Mit wachsender Weltbevölkerung und zunehmendem Wohnbedarf (z.B. Schweiz, 2024: 46.6 m² pro Person) steigen der Ressourcenverbrauch und damit auch die Emissionen im Immobiliensektor stetig an.
WIE SIEHT NETTO-NULL IM IMMOBILIENSEKTOR AUS?
- Renovieren statt neu bauen verlängert die Lebensdauer eines Gebäudes und spart Baumaterial.
- Energetische Sanierungen mit nachwachsenden, CO₂-speichernden Dämmstoffen (z.B. Stroh, Hanf) reduzieren den Energiebedarf während des Betriebs und lagern CO₂ ein.
- Der Gebäudebetrieb (Wärme, Kälte, Strom) mit erneuerbarer Energie reduziert Emissionen. Effiziente Prozesse und Geräte (z.B. Waschmaschinen, Kochherde) senken den Energieverbrauch.
- Ausgleichsflächen wie begrünte Dächer oder Schatten spendende Pflanzen helfen, CO₂ zu binden und Gebäude zu kühlen.
- «Smart Buildings» verbrauchen nicht nur weniger Energie, sondern interagieren auch intelligent mit dem Stromnetz.

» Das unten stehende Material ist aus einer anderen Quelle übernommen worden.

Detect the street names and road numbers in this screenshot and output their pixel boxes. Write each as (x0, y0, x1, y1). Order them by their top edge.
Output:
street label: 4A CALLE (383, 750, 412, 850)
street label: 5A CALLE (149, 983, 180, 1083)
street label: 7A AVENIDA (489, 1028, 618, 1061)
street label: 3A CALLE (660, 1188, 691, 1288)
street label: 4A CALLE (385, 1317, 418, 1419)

Sie speichern Energie und speisen sie bei Lastspitzen zurück ins Netz.
Benötigte gesellschaftliche und politische Massnahmen
- Gesetze für nachhaltige Gebäudestandards (z.B. Verbot neuer Ölheizungen) reduzieren Emissionen.
- Institutionelle Anleger:innen benutzen globale Standards (z.B. Global Real Estate Sustainability Benchmark, GRESB), um ihre Immobilienportfolios nachhaltig zu gestalten.
- Klimafreundliches Bauen und alternative Wohnformen mit geringerem Flächenbedarf sind gesellschaftlich akzeptiert.
Zusatznutzen für die Gesellschaft
- Immobilienbesitzer:innen sparen Geld, indem sie auf Technologien umsteigen, die weniger Emissionen und Betriebskosten verursachen.
- Innovative Gebäudetechnologien werden erforscht und neue Arbeitsplätze geschaffen (z.B. Solarteur:in).
- Neue Wohnformen wie «tiny houses» und Wohnprojekte mit Gemeinschaftsräumen, Begrünung sowie natürlichen und schadstoffarmen Materialien erhöhen die Lebensqualität.

Wie kannst Du beitragen?
- Reduziere deinen Flächenbedarf, achte auf deinen Energieverbrauch im Haushalt und entscheide dich für Ökostrom.
- Als Mietpartei: Heize und kühle sparsam und setze dich bei der Vermieterschaft für nachhaltige Sanierungen ein (z.B. Ersatz der Öl-/Gasheizung, gut isolierende Fenster).
- Als Hauseigentümer:in: Heize erneuerbar, nutze nachhaltige und rezyklierte Baumaterialien und isoliere dein Haus mit Materialien, die CO₂ eingespeichert haben.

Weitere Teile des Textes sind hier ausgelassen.